What is meant by "A and B represent the same functor whence are isomorphic" in this solution? While browsing some old questions I came across the following: tensor product of sheaves commutes with inverse image It seemed like something interesting was going on in the answer, but I don't quite understand it. I understand the calculation on Hom sets, but I don't understand what is meant by: "So $f^*\mathcal{M} \otimes_{\mathcal{O}_X} f^*\mathcal{N}$ and $f^*(\mathcal{M} \otimes_{\mathcal{O}_Y} \mathcal{N})$ represent the same functor, whence they are canonically isomorphic." Can someone give a general statement of the fact being used here? I think this might have something to do with the Yoneda lemma, but unfortunately, I have never really been able to understand the Yoneda lemma very well. At some point I verified that the Yoneda lemma was indeed true, but my understanding was poor so it didn't really stick.

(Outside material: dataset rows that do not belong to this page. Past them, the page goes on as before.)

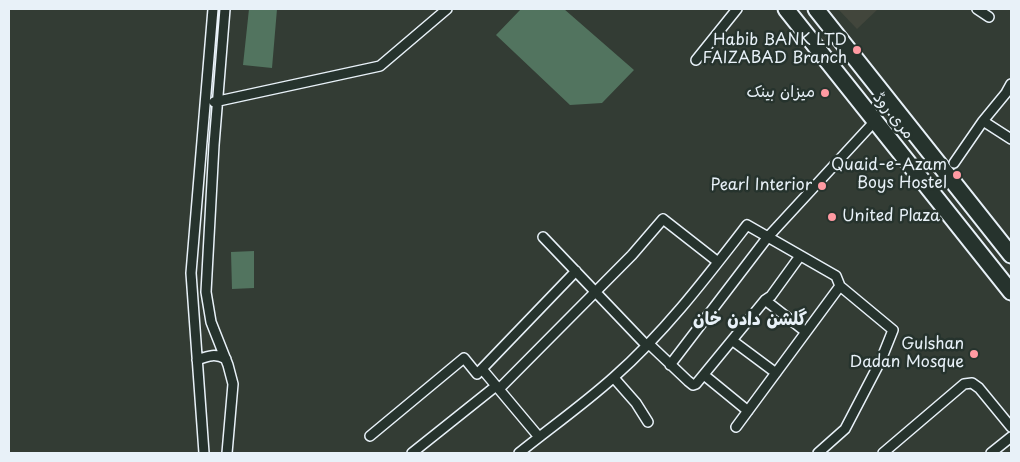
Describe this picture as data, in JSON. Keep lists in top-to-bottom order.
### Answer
{
  "streets": {
    "main road": ["مری روڈ"]
  },
  "districts": ["گلشن دادن خان"],
  "places": [
    "Habib BANK LTD FAIZABAD Branch",
    "میزان بینک",
    "Quaid-e-Azam Boys Hostel",
    "Pearl Interior",
    "United Plaza",
    "Gulshan Dadan Mosque"
  ]
}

Let $\mathcal{C}$ be a (locally) small category and let $F \colon \mathcal{C} \to \bf{Set}\hspace{1mm}$ be a functor, then we say that $F$ is representable if there is a natural isomorphism between $F$ and $\textrm{Hom}_{\mathcal{C}}(A, -)$ for some object $A \in \mathcal{C}$. In this case, we say that the object $A$ ''represents'' the functor $F$.

A consequence of the Yoneda Lemma is that this object $A$ that represents a given functor $F$ is unique up to isomorphism (to prove this, either just appeal to the Yoneda embedding or see the comments for a direct approach). This is precisely what was used in the link you referenced: the only way the functors $\textrm{Hom}(f^* \mathcal{M} \otimes_{\mathcal{O}_X} f^* \mathcal{N}, -)$ and $\textrm{Hom}(f^*(\mathcal{M} \otimes_{\mathcal{O}_Y} \mathcal{N}), -) \hspace{1mm}$ can be naturally isomorphic is if the first arguments themselves are isomorphic.